Predictive Analytics
Business stakeholders who understand what has happened and why it’s happened will inevitably wonder what’s coming next. Predictive analytics attempts to forecast the future on the basis of historical data, statistical trends and probabilities. No algorithm can predict what will happen tomorrow with absolute certainty. But, predictive analytics can provide accurate and reliable estimates that can be used to optimize marketing campaigns by suggesting the best cross-sell opportunities, or to detect fraudulent activities or cyberattacks. Or, these estimates can be leveraged to optimize vehicle fleet maintenance schedules or to reduce downtime rates in manufacturing by planning repairs to mechanical process components before they break.
Predictive analytics has the potential to introduce massive cost savings, tremendous efficiency gains and large-scale improvements in customer satisfaction rates, but it’s challenging to implement. Because of the inherent complexity of the modeling techniques involved, many predictive analytics solutions are designed to make use of artificial intelligence (AI) or machine learning (ML) algorithms that can be trained to increase their predictive accuracy over time as they’re fed growing volumes of data. These technologies are complex and sophisticated, and enterprises need access to expertise along with the right computing and data warehousing infrastructures to realize their full value.
Prescriptive Analytics
Finally, prescriptive analytics, an emerging technology, attempts to guide decision-makers towards the best course of action by quantifying the impact of each possible decision on potential future outcomes. Relying on complex and sophisticated combinations of business rules, AI- and ML-driven algorithms and computational modeling procedures, prescriptive analytics are complex to implement and administer but promise to steer business decisions towards the course of action that will lead to the highest probability of success, every time.
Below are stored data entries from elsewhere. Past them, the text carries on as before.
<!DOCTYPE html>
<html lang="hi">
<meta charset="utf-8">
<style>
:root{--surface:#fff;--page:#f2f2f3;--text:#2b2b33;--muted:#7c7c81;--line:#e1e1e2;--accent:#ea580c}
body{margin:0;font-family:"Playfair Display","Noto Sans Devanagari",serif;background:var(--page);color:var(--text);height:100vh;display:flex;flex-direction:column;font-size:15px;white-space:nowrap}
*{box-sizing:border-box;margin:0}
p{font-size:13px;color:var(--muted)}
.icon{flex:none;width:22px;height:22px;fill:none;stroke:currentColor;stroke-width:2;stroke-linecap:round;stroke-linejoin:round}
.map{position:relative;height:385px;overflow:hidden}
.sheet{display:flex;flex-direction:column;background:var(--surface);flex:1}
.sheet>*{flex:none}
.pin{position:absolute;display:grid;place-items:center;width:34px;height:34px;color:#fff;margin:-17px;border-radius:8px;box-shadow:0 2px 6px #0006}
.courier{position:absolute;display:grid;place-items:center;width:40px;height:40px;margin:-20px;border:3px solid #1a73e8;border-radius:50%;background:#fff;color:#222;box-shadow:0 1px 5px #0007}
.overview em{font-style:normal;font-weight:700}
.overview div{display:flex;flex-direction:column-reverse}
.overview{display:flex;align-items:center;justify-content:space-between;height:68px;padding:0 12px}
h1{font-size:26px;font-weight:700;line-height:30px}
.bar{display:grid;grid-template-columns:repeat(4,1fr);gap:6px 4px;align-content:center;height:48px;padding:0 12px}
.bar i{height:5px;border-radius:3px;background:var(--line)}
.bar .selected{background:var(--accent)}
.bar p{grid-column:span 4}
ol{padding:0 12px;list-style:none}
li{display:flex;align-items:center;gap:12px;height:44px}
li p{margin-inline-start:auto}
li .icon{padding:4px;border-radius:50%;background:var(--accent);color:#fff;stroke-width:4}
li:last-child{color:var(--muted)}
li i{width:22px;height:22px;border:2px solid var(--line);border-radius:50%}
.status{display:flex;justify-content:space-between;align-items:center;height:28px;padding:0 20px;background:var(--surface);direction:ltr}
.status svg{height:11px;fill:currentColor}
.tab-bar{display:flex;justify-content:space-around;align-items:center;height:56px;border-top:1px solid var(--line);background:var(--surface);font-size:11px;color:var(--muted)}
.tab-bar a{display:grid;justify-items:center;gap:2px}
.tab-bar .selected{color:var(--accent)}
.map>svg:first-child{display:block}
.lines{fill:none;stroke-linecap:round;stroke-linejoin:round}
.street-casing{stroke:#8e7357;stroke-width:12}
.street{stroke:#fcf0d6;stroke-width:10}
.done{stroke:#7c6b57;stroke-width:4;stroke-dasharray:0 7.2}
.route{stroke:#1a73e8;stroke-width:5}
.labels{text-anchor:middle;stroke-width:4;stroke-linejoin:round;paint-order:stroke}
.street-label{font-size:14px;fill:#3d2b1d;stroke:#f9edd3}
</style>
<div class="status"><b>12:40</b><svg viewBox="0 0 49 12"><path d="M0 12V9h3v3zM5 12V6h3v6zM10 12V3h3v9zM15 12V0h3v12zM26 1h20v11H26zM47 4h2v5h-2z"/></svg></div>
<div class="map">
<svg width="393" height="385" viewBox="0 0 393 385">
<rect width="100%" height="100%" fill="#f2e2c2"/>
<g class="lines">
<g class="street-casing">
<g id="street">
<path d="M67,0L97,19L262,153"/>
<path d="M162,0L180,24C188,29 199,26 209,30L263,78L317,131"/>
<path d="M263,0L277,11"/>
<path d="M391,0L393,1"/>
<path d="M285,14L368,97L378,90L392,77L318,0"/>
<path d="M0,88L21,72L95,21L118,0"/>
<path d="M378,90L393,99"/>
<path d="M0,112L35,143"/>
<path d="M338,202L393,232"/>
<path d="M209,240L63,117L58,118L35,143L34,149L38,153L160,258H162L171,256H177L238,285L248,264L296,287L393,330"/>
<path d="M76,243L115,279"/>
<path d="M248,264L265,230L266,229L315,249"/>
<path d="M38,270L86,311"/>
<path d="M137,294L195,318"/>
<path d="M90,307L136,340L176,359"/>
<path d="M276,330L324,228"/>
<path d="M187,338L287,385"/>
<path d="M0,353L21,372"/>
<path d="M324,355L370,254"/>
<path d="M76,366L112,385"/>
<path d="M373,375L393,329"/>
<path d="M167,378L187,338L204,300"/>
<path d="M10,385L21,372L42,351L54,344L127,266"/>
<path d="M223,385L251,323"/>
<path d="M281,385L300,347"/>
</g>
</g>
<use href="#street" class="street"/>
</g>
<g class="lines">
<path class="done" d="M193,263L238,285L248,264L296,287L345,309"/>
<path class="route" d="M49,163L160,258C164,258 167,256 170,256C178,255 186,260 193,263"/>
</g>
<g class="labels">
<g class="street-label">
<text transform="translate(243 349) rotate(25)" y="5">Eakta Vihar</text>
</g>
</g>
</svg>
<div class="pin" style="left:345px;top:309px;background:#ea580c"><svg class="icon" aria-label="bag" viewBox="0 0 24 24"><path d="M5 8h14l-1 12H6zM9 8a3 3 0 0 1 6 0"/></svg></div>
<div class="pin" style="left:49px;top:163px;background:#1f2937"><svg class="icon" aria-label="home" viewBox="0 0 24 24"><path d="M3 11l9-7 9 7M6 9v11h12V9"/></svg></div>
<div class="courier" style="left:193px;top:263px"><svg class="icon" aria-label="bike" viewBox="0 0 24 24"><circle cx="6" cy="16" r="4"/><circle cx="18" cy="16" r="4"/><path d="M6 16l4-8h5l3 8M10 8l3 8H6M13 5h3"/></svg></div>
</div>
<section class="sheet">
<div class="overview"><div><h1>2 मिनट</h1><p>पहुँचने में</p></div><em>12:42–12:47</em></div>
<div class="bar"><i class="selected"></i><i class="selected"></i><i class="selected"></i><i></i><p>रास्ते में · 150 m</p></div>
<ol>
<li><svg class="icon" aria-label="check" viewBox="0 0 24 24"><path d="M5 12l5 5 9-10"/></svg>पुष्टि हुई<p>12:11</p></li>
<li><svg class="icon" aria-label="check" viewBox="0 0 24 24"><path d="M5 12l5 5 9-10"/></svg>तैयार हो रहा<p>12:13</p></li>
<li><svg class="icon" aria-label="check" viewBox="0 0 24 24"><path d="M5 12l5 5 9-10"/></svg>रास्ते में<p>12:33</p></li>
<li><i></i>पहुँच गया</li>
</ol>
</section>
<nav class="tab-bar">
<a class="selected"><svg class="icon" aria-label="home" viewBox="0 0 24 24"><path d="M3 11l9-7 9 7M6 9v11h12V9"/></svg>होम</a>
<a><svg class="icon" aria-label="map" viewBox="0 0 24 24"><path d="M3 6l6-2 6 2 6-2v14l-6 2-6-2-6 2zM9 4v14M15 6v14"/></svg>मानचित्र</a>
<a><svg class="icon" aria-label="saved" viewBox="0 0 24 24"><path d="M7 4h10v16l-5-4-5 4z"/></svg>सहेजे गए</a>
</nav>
Predictive Analytics and the Future of Business Decision-Making
Enterprises across industries are investing time and effort into improving the accuracy of their analytics and forecasting tools, but few have attained full maturity in terms of becoming data-driven. Consider the current bicycle shortage in North America: if one bike manufacturer had been able to forecast it on the basis of consumer trends or circumvent it by proactively creating more resilient supply chains, that company would be prepared to realize near-limitless growth today.
To solve this complex predictive problem, however, that bicycle manufacturer’s analytics team would need access to large volumes of historical and current trend data in real-time (or near-real time), as well as information on current events, supply chains and consumer preferences. And, they would have needed cutting-edge technologies to ingest, store and manage that data, as well as industry-leading expertise in writing, running and interpreting complex queries.
Naturally, there are huge advantages to be gained from making these investments, and cloud data warehouses and analytic tools are bringing their benefits within reach for growing numbers of organizations. Although it’s impossible to predict the future with certainty, we’ve confident that future enterprises will improve their ability to forecast consumer demand for their products many times over.